### EXERCISE PROMPT
Copy out again, unchanged, the listing below from the line that has "translate:0 -50%; text-align:left" through the line that has "display:flex; align-items:center; gap:8px;".

### EXCERPTED RECORDS
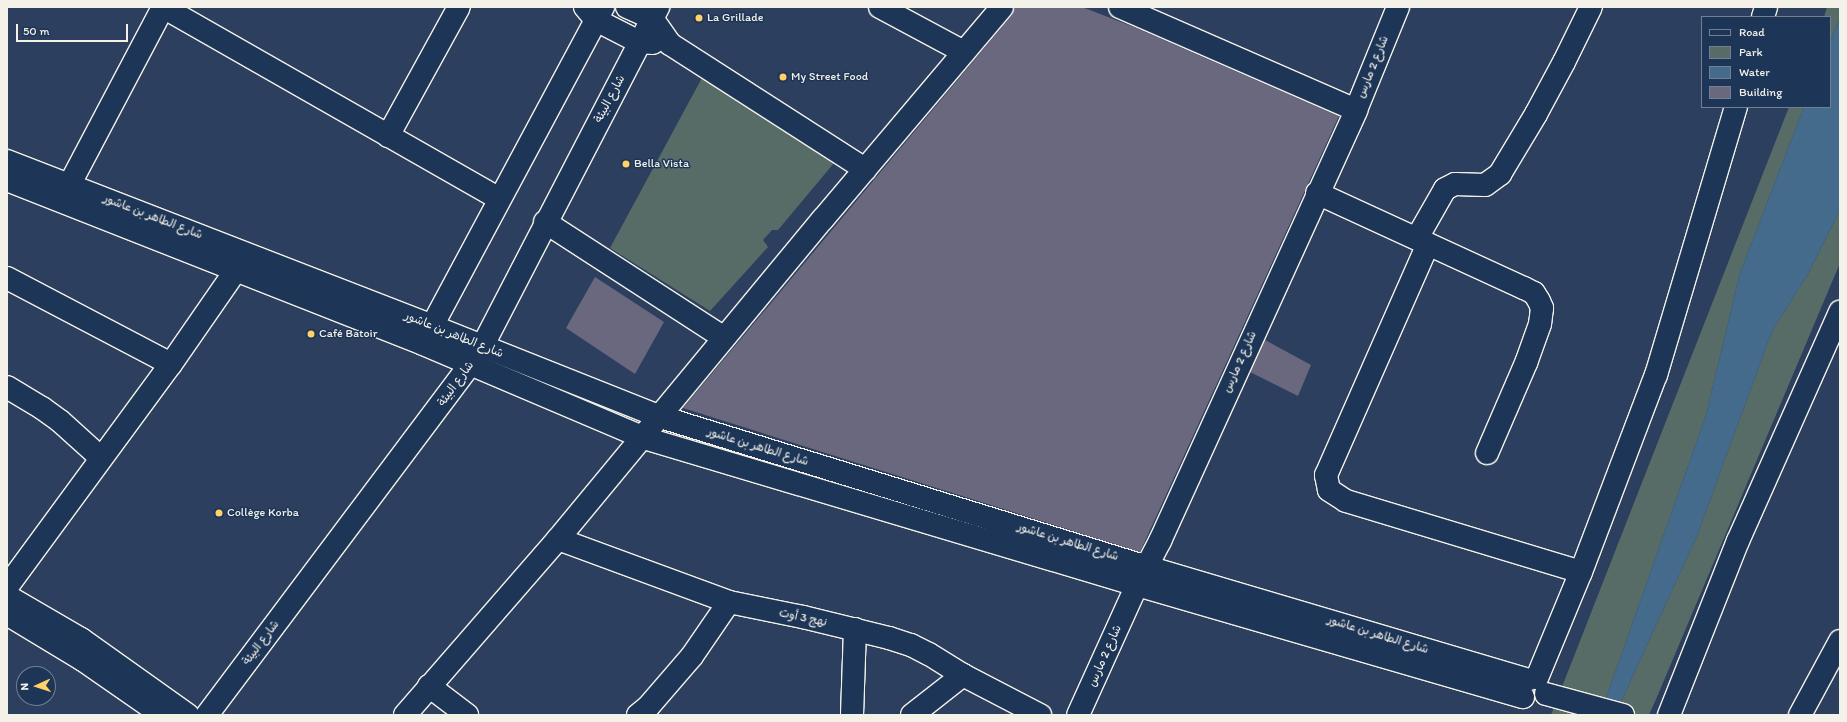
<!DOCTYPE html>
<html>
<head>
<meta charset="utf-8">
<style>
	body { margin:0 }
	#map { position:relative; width:1847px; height:722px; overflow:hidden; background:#2c3f5f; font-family:Itim,"Playpen Sans Arabic",sans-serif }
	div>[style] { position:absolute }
	.green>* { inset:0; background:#586c67 }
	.water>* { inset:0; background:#446a8c }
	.building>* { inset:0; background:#6a687e }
	.roads { filter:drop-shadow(1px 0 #f4f1e8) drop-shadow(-1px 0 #f4f1e8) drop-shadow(0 1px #f4f1e8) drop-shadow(0 -1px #f4f1e8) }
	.minor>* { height:22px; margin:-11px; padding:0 11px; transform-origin:11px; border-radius:11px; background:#1d3557 }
	.highway>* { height:22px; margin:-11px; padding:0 11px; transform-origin:11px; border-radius:11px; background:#1d3557 }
	.dots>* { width:11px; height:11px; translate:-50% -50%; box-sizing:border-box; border:2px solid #1d3557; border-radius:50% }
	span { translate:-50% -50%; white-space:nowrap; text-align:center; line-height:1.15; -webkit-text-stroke:3px #1d3557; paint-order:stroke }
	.poi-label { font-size:12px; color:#f4f1e8 }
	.left { translate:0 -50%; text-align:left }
	.street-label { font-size:12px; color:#f4f1e8 }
	.frame { position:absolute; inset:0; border:8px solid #f4f1e8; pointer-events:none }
	.legend { position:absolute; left:1701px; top:16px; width:130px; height:92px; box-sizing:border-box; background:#1d3557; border:1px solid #738091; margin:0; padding:5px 7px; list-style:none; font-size:12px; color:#f4f1e8 }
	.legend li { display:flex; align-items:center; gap:8px; height:20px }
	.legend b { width:20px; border:1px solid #738091 }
	.north { position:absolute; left:16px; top:666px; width:40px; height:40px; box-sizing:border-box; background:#1d3557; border:1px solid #738091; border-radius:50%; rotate:267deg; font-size:11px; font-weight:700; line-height:16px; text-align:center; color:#f4f1e8 }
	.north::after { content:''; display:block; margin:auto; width:14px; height:18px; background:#ffd166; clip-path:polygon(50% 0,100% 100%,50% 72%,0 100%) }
	.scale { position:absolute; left:16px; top:24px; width:112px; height:18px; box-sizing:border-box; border:2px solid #f4f1e8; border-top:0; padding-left:5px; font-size:12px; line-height:14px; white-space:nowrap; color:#f4f1e8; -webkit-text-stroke:3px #1d3557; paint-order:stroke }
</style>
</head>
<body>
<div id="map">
	<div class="green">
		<i style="clip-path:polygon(1827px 7px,1840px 7px,1840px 17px,1830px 42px,1830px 17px,1824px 17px)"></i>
		<i style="clip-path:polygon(703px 76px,834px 163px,778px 230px,772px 230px,763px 240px,768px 247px,710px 311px,610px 248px)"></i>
		<i style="clip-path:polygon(1789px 107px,1804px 107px,1740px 273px,1706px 415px,1600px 715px,1551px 715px)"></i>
		<i style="clip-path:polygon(1840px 210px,1840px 263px,1657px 697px,1649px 715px,1615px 715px,1697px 536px,1772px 331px,1808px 274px)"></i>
	</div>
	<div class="water">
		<i style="clip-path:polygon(1840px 17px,1840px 210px,1808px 274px,1772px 331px,1697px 536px,1615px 715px,1600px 715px,1706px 415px,1740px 273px,1804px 107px,1830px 107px,1830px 42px)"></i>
	</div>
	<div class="building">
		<i style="clip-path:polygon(1014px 7px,1082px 7px,1134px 27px,1339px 116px,1140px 552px,683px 408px,1012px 15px)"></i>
		<i style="clip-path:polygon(595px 277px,664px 322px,635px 374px,566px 328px)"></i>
		<i style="clip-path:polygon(1265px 340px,1311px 365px,1298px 396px,1250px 372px)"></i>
	</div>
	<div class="roads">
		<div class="minor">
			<i style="left:163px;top:7px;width:387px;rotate:29.7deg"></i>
			<i style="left:585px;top:7px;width:17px;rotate:50deg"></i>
			<i style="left:596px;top:20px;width:48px;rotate:27.1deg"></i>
			<i style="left:639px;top:42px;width:14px;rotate:4deg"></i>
			<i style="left:627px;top:7px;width:27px;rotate:24deg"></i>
			<i style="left:652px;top:18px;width:32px;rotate:55deg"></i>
			<i style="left:670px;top:44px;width:232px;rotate:32.7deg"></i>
			<i style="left:880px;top:7px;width:95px;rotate:28.2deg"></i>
			<i style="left:1120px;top:7px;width:257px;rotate:23.6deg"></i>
			<i style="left:1763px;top:17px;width:10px;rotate:-73deg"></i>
			<i style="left:388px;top:136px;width:147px;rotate:-61.2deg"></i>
			<i style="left:7px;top:161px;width:456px;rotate:21.2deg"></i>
			<i style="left:432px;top:326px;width:246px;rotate:21.7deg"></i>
			<i style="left:661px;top:417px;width:509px;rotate:17.15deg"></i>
			<i style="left:1147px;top:567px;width:397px;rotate:16.5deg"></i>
			<i style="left:7px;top:180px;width:447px;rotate:21.5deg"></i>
			<i style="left:423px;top:344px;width:240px;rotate:23deg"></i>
			<i style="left:644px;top:438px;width:514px;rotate:16.6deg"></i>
			<i style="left:1137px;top:585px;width:402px;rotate:16.2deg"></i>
			<i style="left:1317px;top:193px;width:228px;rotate:24.7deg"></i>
			<i style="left:1524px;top:288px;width:11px;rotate:27deg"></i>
			<i style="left:1534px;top:293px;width:9px;rotate:58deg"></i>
			<i style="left:1539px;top:301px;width:8px;rotate:67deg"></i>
			<i style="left:1542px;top:308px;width:16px;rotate:97deg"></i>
			<i style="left:1540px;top:324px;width:41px;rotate:109.7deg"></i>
			<i style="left:1526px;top:363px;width:98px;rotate:113.4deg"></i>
			<i style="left:63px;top:197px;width:215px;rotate:-62.2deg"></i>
			<i style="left:545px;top:222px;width:213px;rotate:32.9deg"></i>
			<i style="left:1417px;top:238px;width:56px;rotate:-60.3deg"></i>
			<i style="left:1445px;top:189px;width:11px;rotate:-27deg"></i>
			<i style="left:1455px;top:184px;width:30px;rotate:2deg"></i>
			<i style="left:1485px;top:185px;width:19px;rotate:-36deg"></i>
			<i style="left:1500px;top:174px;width:70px;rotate:-59deg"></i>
			<i style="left:1536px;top:114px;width:59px;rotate:-61.7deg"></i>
			<i style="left:1564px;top:62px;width:61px;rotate:-63.9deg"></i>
			<i style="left:1428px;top:244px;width:253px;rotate:113.8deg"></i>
			<i style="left:1326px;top:475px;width:15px;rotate:79deg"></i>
			<i style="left:1329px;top:490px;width:20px;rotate:33deg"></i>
			<i style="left:1346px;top:501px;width:245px;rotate:16.8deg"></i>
			<i style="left:7px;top:278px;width:185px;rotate:27.7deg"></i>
			<i style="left:425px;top:339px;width:377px;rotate:-61.8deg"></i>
			<i style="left:7px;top:387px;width:41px;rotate:31deg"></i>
			<i style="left:42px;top:408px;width:22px;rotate:36deg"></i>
			<i style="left:60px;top:421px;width:55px;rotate:42.1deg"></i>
			<i style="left:558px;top:539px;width:182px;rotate:20.2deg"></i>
			<i style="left:729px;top:602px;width:76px;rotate:11.5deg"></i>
			<i style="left:803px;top:617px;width:89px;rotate:13.7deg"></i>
			<i style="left:889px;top:638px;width:23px;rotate:18deg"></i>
			<i style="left:911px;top:645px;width:20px;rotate:27deg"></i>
			<i style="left:929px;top:654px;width:40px;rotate:32deg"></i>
			<i style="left:963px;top:675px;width:87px;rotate:27.5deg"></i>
			<i style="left:7px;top:587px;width:277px;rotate:-53.7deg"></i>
			<i style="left:171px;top:364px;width:126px;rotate:-55.3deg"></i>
			<i style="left:1537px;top:678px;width:115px;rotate:-67.5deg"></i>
			<i style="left:1581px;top:572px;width:211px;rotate:-69.2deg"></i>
			<i style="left:1656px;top:375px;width:280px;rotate:-73.4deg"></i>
			<i style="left:429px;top:686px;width:48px;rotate:37.3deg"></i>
			<i style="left:1546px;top:694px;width:80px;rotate:15.3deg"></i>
			<i style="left:207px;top:715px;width:438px;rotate:-53.1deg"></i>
			<i style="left:470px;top:365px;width:22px;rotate:-56deg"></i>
			<i style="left:482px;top:347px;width:383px;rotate:-62.6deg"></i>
			<i style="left:405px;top:715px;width:233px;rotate:-49deg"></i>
			<i style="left:558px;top:539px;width:415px;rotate:-50.4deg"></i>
			<i style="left:823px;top:219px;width:277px;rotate:-49.8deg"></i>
			<i style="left:638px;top:715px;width:13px;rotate:-39deg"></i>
			<i style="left:648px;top:707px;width:67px;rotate:-49.2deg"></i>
			<i style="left:692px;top:656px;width:65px;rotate:-55.6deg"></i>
			<i style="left:852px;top:715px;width:86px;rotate:-88deg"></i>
			<i style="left:912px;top:715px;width:65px;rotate:-38.1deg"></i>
			<i style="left:1078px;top:715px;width:143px;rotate:-65.6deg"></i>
			<i style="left:1137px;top:585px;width:50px;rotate:-62.4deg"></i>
			<i style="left:1160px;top:541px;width:473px;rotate:-65.5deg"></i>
			<i style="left:1356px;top:110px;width:111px;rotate:-67.8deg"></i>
			<i style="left:1669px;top:715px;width:187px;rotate:-68.4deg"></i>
			<i style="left:1738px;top:541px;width:251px;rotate:-66deg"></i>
			<i style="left:1800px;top:715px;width:84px;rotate:-61.6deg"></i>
		</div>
		<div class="highway">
			<i style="left:7px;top:596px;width:86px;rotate:30.2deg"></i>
			<i style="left:81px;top:639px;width:131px;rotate:35.4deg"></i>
			<i style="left:7px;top:614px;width:89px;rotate:31.2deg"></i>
			<i style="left:83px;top:660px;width:96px;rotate:34.8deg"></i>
		</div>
	</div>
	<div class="dots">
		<i style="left:699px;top:18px;background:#ffd166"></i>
		<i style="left:783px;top:77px;background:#ffd166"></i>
		<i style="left:626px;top:164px;background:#ffd166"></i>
		<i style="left:311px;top:334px;background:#ffd166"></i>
		<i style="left:219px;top:513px;background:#ffd166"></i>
	</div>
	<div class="poi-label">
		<span class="left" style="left:707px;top:18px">La Grillade</span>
		<span class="left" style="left:791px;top:77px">My Street Food</span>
		<span class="left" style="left:634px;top:164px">Bella Vista</span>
		<span class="left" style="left:319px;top:334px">Café Batoir</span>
		<span class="left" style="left:227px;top:513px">Collège Korba</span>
	</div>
	<div class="street-label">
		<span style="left:1373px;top:67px;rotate:-68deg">شارع 2 مارس</span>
		<span style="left:610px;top:99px;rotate:-62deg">شارع البيئة</span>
		<span style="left:153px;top:217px;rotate:21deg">شارع الطاهر بن عاشور</span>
		<span style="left:454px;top:335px;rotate:22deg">شارع الطاهر بن عاشور</span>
		<span style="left:1240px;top:362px;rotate:-66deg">شارع 2 مارس</span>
		<span style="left:456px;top:384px;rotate:-54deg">شارع البيئة</span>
		<span style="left:758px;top:447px;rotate:17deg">شارع الطاهر بن عاشور</span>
		<span style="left:1068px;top:542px;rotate:17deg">شارع الطاهر بن عاشور</span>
		<span style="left:803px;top:618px;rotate:12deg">نهج 3 أوت</span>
		<span style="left:1378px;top:635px;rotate:17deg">شارع الطاهر بن عاشور</span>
		<span style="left:261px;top:643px;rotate:-53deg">شارع البيئة</span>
		<span style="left:1105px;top:656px;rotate:-66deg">شارع 2 مارس</span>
	</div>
	<div class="frame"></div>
	<ul class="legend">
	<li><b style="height:5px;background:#1d3557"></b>Road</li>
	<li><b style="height:11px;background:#586c67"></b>Park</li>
	<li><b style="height:11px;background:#446a8c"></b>Water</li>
	<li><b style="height:11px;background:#6a687e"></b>Building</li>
	</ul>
	<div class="north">N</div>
	<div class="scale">50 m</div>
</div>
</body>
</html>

### EXERCISE RESPONSE
	.left { translate:0 -50%; text-align:left }
	.street-label { font-size:12px; color:#f4f1e8 }
	.frame { position:absolute; inset:0; border:8px solid #f4f1e8; pointer-events:none }
	.legend { position:absolute; left:1701px; top:16px; width:130px; height:92px; box-sizing:border-box; background:#1d3557; border:1px solid #738091; margin:0; padding:5px 7px; list-style:none; font-size:12px; color:#f4f1e8 }
	.legend li { display:flex; align-items:center; gap:8px; height:20px }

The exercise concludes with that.